Soulevez l’arrière de la sonde et appliquez du ciment sous le col de la sonde. Reste de la sonde sur le ciment avant qu’il ne durcisse. Poussez doucement le col de la sonde pour placer sa surface au même niveau que le verre de couverture et non sur le chemin de l’objectif du microscope pendant l’expérience.

Couvrez le haut du col de la sonde avec pas plus de 1,5 millimètre de couche de ciment dentaire pour obtenir une prise ferme sur la sonde. Construire un puits de ciment présentant une crête de 1,5 millimètre à un à deux millimètres autour du verre de couverture pour créer un bassin pour le fluide d’immersion pour l’imagerie à deux photons. Une fois le ciment durci, administrez une analgésie postchirurgicale et gardez l’animal au chaud jusqu’à sa guérison en l’enveloppant dans une serviette en papier et en le plaçant près d’une ampoule infrarouge.

Les électrodes revêtues de PEDOT:PSS montrent les régions dominées capacitives et résistives typiques séparées par une fréquence de coupure, tandis que les électrodes non revêtues n’affichent qu’un comportement capacitif. La croissance des sphéroïdes observée avec un microscope à fond clair a révélé qu’au moins deux ou trois jours sont nécessaires pour obtenir des sphéroïdes sphériques et denses en fonction de la lignée cellulaire et du nombre de cellules ensemencées. Dans le modèle in ovo, la greffe de sphéroïdes dans la membrane chorio-allantoïdienne peut être évaluée par microscopie à fluorescence car les cellules vivantes ont du calcium intracellulaire et la vascularisation de la tumeur peut être évaluée en injectant un colorant fluorescent dans les vaisseaux sanguins.

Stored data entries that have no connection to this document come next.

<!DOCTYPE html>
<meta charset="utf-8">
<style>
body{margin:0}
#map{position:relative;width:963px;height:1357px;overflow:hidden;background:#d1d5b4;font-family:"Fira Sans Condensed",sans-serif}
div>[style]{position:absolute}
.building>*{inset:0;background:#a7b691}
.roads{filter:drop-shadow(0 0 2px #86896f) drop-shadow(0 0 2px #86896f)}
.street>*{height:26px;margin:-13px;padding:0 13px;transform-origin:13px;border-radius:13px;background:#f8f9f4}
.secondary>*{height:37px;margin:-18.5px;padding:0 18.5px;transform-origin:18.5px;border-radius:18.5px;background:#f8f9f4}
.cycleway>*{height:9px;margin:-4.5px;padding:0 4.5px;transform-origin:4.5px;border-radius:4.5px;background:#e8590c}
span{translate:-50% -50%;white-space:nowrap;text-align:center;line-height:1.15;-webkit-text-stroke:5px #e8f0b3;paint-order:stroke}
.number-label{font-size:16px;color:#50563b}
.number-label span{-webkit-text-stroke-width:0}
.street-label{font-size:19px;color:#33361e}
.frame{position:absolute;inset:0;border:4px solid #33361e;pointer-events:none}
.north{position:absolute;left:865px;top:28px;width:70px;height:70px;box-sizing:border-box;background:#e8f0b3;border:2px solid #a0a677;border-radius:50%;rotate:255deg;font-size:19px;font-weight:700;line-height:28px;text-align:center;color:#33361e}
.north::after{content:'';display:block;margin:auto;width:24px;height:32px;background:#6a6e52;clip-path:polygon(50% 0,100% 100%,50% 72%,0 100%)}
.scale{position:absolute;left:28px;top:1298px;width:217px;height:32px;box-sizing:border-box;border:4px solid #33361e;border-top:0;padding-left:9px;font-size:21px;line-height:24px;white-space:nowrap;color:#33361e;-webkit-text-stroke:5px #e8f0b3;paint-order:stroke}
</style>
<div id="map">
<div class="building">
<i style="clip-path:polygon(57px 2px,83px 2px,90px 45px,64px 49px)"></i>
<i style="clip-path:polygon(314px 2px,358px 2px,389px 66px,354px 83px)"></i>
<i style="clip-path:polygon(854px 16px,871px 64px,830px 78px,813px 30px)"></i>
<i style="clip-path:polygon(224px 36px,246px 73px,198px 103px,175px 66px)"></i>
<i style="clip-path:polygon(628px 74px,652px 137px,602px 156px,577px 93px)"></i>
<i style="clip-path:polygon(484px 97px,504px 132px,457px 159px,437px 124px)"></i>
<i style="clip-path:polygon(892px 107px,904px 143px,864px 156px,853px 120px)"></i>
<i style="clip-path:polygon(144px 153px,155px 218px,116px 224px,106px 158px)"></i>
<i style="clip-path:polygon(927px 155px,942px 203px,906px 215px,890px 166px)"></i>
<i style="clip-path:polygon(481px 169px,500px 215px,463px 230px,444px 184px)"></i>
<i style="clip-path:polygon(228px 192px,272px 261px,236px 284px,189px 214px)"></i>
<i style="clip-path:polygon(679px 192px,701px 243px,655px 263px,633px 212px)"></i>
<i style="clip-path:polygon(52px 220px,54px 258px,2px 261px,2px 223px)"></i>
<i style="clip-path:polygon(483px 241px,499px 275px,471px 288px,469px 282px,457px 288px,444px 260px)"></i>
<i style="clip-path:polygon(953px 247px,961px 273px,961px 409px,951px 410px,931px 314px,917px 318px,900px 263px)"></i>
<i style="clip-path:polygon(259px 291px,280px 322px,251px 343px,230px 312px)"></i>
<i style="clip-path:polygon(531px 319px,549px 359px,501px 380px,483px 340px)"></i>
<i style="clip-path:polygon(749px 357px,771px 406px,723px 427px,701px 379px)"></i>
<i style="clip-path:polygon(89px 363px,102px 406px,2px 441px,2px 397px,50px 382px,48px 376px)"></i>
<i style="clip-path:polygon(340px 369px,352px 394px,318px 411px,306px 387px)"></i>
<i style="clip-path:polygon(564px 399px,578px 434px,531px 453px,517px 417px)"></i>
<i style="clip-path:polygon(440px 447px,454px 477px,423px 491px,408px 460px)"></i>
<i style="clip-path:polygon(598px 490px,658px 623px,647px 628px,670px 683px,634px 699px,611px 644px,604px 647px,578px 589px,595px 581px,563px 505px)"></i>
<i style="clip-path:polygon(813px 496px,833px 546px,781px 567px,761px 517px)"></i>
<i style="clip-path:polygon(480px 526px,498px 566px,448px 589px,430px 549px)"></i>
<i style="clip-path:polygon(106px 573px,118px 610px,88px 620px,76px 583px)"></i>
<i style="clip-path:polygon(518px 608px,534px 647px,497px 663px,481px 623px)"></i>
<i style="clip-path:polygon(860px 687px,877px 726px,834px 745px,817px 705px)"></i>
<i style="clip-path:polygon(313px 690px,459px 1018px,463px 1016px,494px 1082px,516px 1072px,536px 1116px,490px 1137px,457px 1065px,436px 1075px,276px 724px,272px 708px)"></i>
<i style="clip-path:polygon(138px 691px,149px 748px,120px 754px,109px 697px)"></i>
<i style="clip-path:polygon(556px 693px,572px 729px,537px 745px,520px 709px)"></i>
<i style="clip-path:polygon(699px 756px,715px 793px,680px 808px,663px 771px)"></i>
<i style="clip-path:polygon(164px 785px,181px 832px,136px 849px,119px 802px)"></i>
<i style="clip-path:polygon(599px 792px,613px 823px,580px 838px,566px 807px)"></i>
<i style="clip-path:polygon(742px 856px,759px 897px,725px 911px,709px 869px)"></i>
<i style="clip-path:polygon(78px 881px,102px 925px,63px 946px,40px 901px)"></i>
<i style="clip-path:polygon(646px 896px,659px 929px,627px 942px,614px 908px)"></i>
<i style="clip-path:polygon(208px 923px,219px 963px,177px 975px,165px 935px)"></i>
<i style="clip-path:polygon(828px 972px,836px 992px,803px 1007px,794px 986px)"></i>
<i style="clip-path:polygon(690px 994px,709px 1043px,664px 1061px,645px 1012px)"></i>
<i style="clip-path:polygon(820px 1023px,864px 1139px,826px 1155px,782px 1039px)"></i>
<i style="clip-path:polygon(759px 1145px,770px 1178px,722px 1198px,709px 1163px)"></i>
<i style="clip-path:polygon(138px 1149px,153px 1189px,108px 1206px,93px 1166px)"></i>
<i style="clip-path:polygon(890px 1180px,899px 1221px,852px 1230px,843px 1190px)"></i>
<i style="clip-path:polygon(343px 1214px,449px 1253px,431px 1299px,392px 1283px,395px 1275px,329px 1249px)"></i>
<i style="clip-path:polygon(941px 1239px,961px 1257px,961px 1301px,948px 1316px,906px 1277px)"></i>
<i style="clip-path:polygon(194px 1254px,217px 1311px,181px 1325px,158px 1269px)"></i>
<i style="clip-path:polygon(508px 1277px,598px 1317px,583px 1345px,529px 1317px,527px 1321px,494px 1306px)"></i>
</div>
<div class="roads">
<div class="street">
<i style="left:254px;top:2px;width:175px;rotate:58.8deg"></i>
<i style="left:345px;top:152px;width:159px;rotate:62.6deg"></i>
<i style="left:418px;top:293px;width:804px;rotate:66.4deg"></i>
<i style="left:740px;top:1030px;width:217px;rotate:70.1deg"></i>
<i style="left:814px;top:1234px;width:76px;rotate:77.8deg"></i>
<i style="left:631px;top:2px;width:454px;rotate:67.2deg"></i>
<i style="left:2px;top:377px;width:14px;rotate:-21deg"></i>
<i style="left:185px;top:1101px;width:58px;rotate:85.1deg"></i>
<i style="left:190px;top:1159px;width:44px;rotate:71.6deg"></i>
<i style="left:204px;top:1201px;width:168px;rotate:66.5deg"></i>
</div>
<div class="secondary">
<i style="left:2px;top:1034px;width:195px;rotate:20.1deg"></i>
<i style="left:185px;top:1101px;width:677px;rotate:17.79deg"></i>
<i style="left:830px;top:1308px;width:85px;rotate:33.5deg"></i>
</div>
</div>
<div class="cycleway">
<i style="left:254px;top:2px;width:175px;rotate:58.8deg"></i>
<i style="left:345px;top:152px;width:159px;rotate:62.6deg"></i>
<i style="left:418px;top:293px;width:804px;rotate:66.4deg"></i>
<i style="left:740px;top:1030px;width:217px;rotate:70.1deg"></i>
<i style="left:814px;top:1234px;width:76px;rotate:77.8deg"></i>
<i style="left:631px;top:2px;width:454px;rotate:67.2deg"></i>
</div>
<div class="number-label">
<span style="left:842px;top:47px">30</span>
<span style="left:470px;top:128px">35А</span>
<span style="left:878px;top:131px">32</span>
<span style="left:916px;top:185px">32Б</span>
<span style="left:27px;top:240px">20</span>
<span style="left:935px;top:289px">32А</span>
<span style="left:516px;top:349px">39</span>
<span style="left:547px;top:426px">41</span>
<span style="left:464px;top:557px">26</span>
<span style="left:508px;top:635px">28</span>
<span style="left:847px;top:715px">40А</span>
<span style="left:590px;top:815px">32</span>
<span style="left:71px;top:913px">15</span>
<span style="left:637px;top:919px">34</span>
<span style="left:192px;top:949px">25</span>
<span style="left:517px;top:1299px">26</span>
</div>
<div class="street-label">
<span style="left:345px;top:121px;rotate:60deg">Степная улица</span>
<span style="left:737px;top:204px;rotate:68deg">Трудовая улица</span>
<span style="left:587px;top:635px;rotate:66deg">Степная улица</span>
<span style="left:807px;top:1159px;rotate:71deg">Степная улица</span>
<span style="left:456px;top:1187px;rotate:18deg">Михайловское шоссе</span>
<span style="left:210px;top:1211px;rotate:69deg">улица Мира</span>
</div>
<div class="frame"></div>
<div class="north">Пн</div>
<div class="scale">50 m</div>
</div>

Par rapport à l’impédance en solution saline, une augmentation de l’impédance est attendue in vivo à des fréquences supérieures à 100 hertz en raison de la présence d’un environnement biologique. Le parenchyme neural vascularisé et l’infiltration tumorale peuvent être observés et caractérisés à travers le substrat transparent pendant des semaines par deux microscopies à photons. L’utilisation d’animaux transgéniques exprimant des protéines fluorescentes dans des cellules d’intérêt peut démontrer le processus inflammatoire minimal induit par l’implantation d’électrodes seules.

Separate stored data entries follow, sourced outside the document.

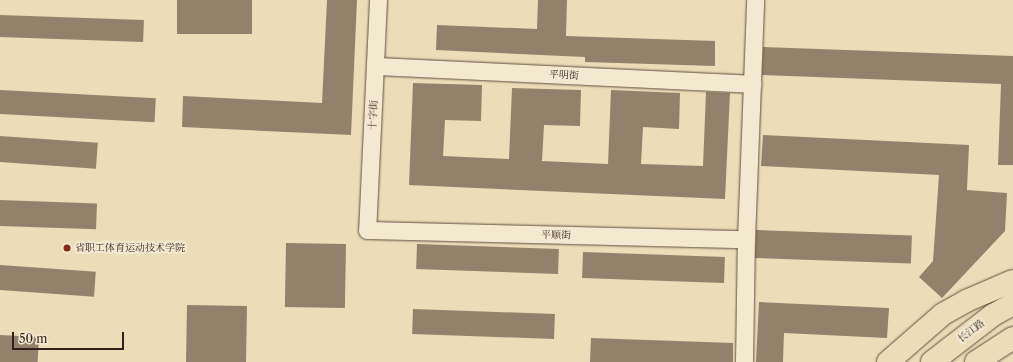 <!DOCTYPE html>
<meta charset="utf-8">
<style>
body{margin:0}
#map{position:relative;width:1013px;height:362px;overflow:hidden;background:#ebddb7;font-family:"Libre Caslon Text","Noto Serif SC",serif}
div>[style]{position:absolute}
.building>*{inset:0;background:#92826b;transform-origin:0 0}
.roads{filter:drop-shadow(0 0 1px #604e40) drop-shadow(0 0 1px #604e40)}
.minor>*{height:17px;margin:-8.5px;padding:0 8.5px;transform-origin:8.5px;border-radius:8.5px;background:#f2e9d0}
.major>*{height:22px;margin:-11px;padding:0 11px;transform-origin:11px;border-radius:11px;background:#ebddb7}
.dots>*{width:11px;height:11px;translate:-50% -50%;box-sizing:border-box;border:2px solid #f2e9d0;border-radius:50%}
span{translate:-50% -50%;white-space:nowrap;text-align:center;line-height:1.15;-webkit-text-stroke:4px #f2e9d0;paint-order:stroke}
.street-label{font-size:10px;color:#311f18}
.poi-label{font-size:10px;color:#311f18}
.left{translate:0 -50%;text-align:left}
.scale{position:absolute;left:12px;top:332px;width:112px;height:18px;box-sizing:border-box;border:2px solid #311f18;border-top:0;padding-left:5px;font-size:12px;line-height:14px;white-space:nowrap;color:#311f18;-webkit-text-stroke:3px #f2e9d0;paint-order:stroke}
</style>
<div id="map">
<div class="building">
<i style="left:177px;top:0;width:75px;height:34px"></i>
<i style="clip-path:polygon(327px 0,357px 0,351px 135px,182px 127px,183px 96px,322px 103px)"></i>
<i style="clip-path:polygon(538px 0,567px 0,566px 36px,715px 41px,715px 66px,585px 62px,585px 57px,436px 50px,437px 25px,537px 29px)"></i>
<i style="left:0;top:15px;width:144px;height:22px;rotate:2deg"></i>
<i style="clip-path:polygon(763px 47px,1013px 56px,1013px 165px,998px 165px,1001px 84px,762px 75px)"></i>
<i style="clip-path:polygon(413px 83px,482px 85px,481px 121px,445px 120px,443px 156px,509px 159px,512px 88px,581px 90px,580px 126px,544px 125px,542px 161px,608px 164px,611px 90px,680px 93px,679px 129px,643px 127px,641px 164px,703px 166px,706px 92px,730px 93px,725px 199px,409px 185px)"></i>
<i style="left:0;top:90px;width:156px;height:24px;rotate:3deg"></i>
<i style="clip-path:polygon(763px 135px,969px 145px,967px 190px,1007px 193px,1005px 231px,942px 298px,919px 277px,933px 261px,939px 175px,761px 166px)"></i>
<i style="left:0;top:136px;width:98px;height:26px;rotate:4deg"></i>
<i style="left:0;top:200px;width:97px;height:26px;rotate:2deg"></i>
<i style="left:756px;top:230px;width:156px;height:28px;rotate:2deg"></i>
<i style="left:286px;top:243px;width:60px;height:64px;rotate:1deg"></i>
<i style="left:417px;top:244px;width:142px;height:25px;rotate:2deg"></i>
<i style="left:583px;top:252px;width:142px;height:26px;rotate:2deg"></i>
<i style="left:0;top:265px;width:96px;height:25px;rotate:4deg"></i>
<i style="clip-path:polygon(759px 302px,889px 308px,887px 338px,784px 333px,783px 362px,756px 362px)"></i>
<i style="left:187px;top:305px;width:60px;height:57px;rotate:1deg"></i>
<i style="left:413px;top:309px;width:142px;height:25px;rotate:2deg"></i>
<i style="left:0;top:335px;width:39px;height:27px;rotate:3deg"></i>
<i style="clip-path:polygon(591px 338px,733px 343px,733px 362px,590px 362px)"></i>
</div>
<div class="roads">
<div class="minor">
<i style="left:378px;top:0;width:230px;rotate:92.7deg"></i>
<i style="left:367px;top:230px;width:379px;rotate:1.4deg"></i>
<i style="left:375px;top:66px;width:378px;rotate:2.7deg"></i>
<i style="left:744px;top:362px;width:123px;rotate:-89.1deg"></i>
<i style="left:746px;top:239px;width:239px;rotate:-87.8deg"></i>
</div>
<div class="major">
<i style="left:888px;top:362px;width:73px;rotate:-41.1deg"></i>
<i style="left:943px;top:314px;width:26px;rotate:-29deg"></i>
<i style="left:966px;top:301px;width:51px;rotate:-23.1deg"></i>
<i style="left:932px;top:362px;width:77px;rotate:-37.6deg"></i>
<i style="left:993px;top:315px;width:23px;rotate:-29deg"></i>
<i style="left:976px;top:362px;width:44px;rotate:-33deg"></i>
</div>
</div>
<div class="dots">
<i style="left:67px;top:248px;background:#8f2418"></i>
</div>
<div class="street-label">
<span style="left:564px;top:75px;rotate:3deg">平明街</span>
<span style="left:373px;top:115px;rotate:-87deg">十字街</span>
<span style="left:556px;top:235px;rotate:1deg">平顺街</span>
<span style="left:971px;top:331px;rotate:-37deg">长江路</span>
</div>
<div class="poi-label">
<span class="left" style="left:75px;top:248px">省职工体育运动技术学院</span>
</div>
<div class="scale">50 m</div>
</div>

Il peut montrer la présence de microglies et de monocytes 26 jours après l’implantation de champs électriques pulsés stimulés par électrode. Des cellules microgliales dérivées de monocytes périphériques et résonantes cérébrales ont été trouvées autour et à l’intérieur de la tumeur. Le point critique pour le succès de la procédure implantaire est d’assurer l’étanchéité et la planéité de la fenêtre crânienne et d’optimiser la qualité du contact avec la sonde.

En plus de l’imagerie intravitale, quoi que ce soit envisager de combiner notre protocole avec d’autres mesures et techniques comme les prélèvements et les mesures des analyses sanguines pour les cytokines, le statut immunitaire par cytométrie de flux, ou encore l’analyse comportementale. Ces travaux ouvrent la voie à l’utilisation de dispositifs implantables flexibles pour le cancer et ouvrent de nouvelles perspectives pour l’utilisation de la médecine bioélectronique pour cette maladie chronique.